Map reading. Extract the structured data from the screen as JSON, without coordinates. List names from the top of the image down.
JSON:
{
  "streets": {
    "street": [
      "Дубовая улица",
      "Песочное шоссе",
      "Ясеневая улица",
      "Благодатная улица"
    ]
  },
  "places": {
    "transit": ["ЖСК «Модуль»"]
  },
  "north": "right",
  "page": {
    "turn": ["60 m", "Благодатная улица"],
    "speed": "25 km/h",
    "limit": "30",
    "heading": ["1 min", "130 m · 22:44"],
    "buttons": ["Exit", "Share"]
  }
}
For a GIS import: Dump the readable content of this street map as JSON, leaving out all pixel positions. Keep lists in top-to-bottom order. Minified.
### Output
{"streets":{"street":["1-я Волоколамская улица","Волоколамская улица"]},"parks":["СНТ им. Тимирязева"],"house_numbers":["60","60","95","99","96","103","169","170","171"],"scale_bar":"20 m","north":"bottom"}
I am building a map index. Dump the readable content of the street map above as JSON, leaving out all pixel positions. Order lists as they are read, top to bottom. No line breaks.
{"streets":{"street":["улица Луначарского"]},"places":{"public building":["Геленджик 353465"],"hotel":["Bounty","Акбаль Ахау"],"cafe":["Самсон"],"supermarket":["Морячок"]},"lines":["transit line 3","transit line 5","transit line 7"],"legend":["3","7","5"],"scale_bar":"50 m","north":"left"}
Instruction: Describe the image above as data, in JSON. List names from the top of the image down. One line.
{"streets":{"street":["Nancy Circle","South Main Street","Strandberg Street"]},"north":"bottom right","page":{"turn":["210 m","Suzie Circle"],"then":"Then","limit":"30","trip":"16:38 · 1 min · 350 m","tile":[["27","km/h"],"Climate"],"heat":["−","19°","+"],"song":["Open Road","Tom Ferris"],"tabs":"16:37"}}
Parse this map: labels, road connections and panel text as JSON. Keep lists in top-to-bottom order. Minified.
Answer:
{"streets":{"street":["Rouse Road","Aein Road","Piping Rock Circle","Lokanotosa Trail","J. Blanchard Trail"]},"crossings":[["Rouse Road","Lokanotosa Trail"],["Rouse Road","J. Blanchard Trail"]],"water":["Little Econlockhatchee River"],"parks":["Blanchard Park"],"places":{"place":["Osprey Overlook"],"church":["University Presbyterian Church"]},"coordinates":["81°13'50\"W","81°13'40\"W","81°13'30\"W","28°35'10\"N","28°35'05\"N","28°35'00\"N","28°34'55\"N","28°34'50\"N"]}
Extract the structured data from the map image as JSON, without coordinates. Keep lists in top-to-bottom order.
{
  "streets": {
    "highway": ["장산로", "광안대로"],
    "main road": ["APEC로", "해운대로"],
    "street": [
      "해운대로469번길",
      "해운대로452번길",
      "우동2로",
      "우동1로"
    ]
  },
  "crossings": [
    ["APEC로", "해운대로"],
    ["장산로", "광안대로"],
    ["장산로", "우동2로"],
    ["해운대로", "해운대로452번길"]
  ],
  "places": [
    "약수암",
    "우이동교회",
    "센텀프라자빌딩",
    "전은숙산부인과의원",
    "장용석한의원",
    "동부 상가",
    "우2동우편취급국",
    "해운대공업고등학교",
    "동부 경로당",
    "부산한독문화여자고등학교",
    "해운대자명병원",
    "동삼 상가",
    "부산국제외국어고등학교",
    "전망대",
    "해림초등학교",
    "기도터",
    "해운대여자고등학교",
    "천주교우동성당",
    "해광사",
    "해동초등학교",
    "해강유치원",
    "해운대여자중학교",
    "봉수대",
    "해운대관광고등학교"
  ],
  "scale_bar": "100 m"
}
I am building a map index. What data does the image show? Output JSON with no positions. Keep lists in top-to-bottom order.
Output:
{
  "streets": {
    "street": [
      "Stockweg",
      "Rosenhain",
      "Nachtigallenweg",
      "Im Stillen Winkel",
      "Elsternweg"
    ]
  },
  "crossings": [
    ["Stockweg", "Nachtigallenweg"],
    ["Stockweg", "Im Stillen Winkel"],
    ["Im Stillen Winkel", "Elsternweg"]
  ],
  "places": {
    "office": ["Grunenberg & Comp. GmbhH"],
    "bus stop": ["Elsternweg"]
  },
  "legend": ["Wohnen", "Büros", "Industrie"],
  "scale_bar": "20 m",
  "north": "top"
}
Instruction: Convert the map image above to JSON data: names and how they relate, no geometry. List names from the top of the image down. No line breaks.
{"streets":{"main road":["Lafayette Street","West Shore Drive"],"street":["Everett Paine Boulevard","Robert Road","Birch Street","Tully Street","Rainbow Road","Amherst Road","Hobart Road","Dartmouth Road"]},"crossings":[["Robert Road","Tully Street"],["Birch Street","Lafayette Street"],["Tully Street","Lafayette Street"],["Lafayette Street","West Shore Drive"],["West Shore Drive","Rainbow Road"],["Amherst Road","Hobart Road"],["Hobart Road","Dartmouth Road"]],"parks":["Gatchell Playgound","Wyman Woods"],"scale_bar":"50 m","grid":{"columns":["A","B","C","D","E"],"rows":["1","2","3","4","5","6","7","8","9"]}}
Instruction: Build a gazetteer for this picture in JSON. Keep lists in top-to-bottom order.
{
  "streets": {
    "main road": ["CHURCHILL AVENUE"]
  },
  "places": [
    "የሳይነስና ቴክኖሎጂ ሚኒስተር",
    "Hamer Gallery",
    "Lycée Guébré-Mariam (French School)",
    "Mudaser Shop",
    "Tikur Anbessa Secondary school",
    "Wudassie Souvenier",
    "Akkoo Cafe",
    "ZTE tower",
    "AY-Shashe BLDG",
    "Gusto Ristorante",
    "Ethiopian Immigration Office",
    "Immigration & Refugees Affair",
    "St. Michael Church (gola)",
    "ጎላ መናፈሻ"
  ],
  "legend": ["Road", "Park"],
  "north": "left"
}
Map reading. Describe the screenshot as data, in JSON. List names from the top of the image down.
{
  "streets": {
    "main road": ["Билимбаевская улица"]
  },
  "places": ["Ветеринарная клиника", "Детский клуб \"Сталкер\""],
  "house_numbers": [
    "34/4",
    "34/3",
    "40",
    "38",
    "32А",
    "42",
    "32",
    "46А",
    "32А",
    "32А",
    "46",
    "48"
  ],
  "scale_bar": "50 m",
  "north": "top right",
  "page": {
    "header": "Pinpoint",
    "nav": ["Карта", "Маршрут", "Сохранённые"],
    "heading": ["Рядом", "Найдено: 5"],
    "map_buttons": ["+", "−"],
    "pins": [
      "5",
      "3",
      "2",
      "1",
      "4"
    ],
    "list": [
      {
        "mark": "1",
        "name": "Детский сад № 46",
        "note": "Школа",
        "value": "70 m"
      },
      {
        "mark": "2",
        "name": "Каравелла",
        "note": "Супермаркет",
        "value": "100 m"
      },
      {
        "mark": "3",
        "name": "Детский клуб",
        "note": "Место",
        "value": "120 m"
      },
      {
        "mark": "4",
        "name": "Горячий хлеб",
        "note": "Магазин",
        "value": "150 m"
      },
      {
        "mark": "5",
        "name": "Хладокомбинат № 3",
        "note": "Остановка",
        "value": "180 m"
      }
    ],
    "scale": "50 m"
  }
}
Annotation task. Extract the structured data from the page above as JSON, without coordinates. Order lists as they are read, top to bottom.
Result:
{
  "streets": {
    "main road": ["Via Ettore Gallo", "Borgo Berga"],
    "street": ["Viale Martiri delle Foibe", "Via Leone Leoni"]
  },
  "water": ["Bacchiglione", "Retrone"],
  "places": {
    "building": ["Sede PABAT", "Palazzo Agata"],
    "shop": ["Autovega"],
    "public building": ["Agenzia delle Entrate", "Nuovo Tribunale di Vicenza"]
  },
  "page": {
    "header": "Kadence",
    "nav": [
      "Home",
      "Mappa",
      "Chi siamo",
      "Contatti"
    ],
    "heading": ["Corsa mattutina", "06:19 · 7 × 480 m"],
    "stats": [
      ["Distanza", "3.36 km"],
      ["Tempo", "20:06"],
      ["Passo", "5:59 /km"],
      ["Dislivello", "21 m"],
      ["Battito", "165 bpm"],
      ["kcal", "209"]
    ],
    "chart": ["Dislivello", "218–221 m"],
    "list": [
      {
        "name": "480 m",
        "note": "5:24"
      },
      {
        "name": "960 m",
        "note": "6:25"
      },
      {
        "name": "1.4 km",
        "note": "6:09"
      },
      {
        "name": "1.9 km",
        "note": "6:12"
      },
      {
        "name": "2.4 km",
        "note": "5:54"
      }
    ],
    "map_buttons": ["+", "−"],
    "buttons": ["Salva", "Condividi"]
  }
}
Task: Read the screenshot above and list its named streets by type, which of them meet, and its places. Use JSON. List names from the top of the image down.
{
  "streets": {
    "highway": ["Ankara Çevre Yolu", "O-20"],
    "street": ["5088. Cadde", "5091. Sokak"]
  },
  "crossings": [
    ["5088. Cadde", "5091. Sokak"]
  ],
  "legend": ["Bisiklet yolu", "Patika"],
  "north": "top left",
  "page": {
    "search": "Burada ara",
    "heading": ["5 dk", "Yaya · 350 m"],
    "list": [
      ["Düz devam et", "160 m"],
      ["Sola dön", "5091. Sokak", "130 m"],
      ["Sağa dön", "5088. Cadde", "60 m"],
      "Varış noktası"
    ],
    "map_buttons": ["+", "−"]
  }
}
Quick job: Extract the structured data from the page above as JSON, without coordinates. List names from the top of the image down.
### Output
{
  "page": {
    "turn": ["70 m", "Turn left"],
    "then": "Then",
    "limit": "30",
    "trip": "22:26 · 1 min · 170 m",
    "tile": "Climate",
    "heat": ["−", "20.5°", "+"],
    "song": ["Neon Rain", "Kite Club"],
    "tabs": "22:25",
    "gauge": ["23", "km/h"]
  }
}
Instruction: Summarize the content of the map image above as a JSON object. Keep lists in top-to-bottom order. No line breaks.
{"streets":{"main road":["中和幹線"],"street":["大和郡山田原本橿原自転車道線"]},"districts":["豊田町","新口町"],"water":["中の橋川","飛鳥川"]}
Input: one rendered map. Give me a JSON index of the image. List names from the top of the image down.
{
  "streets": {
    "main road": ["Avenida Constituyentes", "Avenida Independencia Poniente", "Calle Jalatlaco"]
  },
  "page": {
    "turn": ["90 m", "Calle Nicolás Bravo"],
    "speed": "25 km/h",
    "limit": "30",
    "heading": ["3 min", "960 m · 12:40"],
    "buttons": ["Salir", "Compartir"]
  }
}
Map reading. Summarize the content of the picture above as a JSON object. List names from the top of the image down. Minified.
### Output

▶ [Activity] From the material above, gather all lines that include the string "Minified" and copy them.

▶ [Output of the task]
For a GIS import: Dump the readable content of this street map as JSON, leaving out all pixel positions. Keep lists in top-to-bottom order. Minified.
Parse this map: labels, road connections and panel text as JSON. Keep lists in top-to-bottom order. Minified.
Map reading. Summarize the content of the picture above as a JSON object. List names from the top of the image down. Minified.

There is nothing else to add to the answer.